There was an outage of Microsoft Azure last month that resulted in thousands of websites (including MSN.com) going offline without any notice. At the time, the error was blamed on undetected storage blobs.
The Real Story
Today, the public was notified by Microsoft that the Azure outage was actually caused by human error. The on and off connection issues in a variety of regions throughout the world were in reality due to an exposed bug following a breach in employee protocol. The company’s VP for Azure, Jason Zander, admitted:
“There was a gap in the deployment tooling that relied on human decisions and protocol”
After a complete analysis of the outage, Microsoft stated that “faulty-flighting” led to the problem. The computer engineer administering the upgrade, changed the program’s configuration and exposed a bug. This bug caused the Azure Blob storage Front-Ends to go into an infinite loop making it impossible for service requests to get resolved.

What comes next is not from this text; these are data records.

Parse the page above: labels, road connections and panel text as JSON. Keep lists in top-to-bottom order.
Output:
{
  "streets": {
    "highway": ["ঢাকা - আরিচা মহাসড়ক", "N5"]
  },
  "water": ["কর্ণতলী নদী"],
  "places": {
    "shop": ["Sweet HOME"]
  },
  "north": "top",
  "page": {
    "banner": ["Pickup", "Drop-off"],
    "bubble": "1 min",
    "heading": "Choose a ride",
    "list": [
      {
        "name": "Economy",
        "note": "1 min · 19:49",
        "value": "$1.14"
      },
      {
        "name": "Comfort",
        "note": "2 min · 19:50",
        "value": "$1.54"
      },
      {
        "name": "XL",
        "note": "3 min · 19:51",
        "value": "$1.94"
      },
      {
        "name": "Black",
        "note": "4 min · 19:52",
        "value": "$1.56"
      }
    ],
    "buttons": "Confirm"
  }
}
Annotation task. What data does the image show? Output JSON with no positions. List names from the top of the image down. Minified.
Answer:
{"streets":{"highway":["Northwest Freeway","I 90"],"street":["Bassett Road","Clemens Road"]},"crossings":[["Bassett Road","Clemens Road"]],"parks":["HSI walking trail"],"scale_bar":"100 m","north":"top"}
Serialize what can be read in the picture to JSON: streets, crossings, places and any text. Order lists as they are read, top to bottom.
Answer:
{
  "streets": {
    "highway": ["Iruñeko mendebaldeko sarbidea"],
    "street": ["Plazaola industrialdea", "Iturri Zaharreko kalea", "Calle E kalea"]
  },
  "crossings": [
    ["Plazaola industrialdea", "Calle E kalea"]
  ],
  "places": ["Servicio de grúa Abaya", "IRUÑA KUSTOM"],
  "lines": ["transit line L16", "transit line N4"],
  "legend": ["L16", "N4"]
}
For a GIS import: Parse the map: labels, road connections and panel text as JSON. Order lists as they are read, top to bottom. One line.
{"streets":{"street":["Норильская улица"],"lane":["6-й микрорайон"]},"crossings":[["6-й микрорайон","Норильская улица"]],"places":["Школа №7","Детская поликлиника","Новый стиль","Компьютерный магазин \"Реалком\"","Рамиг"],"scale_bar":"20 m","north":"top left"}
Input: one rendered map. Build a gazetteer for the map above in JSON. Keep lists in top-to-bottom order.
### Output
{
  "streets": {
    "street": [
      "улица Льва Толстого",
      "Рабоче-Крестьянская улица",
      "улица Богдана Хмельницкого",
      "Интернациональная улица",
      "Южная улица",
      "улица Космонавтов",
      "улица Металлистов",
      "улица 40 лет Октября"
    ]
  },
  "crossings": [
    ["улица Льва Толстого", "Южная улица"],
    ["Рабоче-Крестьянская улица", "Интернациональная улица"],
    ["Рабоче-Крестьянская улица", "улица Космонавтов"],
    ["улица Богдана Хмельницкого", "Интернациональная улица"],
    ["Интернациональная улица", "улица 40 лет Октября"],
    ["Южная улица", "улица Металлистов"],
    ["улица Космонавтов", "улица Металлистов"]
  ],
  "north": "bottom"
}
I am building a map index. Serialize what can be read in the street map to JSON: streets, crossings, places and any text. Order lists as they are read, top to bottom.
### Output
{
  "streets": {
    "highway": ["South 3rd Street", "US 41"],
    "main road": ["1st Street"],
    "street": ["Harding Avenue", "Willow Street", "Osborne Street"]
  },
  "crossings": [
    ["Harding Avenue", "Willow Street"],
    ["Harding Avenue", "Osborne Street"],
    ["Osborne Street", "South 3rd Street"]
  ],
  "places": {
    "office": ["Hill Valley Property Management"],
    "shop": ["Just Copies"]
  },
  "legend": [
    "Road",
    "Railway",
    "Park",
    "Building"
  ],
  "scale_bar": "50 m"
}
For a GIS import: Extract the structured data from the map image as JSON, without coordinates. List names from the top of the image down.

Zander went on to explain:
“There are two types of Azure Storage deployments: software deployments (i.e. publishing code) and configuration deployments (i.e. change settings). Both software and configuration deployments require multiple stages of validation and are incrementally deployed to the Azure infrastructure in small batches. This progressive deployment approach is called ‘flighting.’”
“When flights are in progress, we closely monitor health checks. As continued usage and testing demonstrates successful results, we will deploy the change to additional slices across the Azure Storage infrastructure.”
From Now On
Microsoft is already taking precautions to ensure an outage like this never happens again. They have updated the deployment system for Azure, and now have stricter enforcement for the policies that pertain to updates, coding and configuration. Did you experience this outage, if so, for how long and what type of error message did you receive?